The $1.0 million reduction in the reserve for this liability was recorded as a
reduction of corporate expenses in the second quarter of 2003.

Due to the above factors, operating income increased $5.8 million to $54.4
million for the nine months ended September 30, 2003 compared to $48.6 million
for the same period in 2002.

In January 2003, Lamar Media redeemed all of its outstanding 9 5/8% Senior
Subordinated Notes due 2006 in aggregate principal amount of approximately
$255.0 million for a redemption price equal to 103.208% of the principal amount
of the notes. In the first quarter of 2003, Lamar Media recorded approximately
$11.2 million as a loss on extinguishment of debt related to the prepayment of
the 9 5/8% Senior Subordinated Notes due 2006 and the write-off of related debt
issuance costs.

In June 2003, Lamar Media redeemed $100.0 million in principal amount of its
8 5/8% Senior Subordinated Notes due 2007, for a redemption price equal to
104.313% of the principal amount of the notes. In the second quarter of 2003,
Lamar Media recorded a loss on extinguishment of debt of $5.8 million, related
to this prepayment. Approximately $100.0 million in aggregate principal amount
of our 8 5/8% notes remain outstanding following this redemption.

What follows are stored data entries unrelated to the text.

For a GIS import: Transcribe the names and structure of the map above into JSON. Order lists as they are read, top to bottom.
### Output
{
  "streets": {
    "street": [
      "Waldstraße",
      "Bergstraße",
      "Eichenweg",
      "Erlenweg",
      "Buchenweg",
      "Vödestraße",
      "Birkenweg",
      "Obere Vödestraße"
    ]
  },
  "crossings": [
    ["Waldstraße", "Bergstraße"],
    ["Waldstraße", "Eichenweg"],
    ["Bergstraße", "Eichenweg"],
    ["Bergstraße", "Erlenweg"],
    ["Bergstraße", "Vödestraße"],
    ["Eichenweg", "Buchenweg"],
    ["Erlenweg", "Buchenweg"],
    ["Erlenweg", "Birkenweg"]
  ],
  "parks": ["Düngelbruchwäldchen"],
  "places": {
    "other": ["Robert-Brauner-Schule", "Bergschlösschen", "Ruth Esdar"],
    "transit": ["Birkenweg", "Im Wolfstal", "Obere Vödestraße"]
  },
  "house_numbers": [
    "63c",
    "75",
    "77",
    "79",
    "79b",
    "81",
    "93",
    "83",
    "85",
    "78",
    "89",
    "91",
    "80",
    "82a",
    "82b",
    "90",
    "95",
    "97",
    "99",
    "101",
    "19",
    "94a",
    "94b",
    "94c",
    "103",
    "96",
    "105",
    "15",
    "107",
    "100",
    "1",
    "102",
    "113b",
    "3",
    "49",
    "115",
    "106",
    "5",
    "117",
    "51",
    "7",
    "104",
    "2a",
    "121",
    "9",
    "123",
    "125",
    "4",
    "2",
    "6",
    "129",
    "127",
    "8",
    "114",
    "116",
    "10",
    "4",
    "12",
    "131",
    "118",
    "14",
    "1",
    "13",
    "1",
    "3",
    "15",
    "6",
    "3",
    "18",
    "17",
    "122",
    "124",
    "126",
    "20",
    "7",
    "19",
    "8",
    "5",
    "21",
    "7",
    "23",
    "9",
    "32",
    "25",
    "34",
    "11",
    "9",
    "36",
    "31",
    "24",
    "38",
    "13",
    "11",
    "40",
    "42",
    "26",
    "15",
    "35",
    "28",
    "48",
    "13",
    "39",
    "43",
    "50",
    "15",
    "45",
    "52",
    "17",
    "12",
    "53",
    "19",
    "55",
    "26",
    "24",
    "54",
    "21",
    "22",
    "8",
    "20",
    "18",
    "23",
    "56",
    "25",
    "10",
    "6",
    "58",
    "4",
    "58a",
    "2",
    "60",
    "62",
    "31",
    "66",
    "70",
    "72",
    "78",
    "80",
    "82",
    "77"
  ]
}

Interest expense decreased $12.7 million from $69.9 million for the nine months
ended September 30, 2002 to $57.2 million for the nine months ended September
30, 2003 as a result of lower interest rates both on existing and recently
refinanced debt.

The increase in operating income and the decrease in interest expense offset by
the loss on extinguishment of debt described above resulted in a $1.0 million
decrease in loss before income taxes and cumulative effect of a change in
accounting principle. The decrease in this loss, resulted in a decrease in the
income tax benefit of $0.5 million for the nine months ended September 30, 2003
over the same period in 2002. The effective tax rate for the nine months ended
September 30, 2003 is 31.0%.

Due to the adoption of SFAS 143, Lamar Media recorded a cumulative effect of a
change in accounting principle, net of tax of $11.7 million.

As a result of the above factors, Lamar Media recognized a net loss for the nine
months ended September 30, 2003 of $25.1 million, as compared to a net loss of
$13.9 million for the same period in 2002.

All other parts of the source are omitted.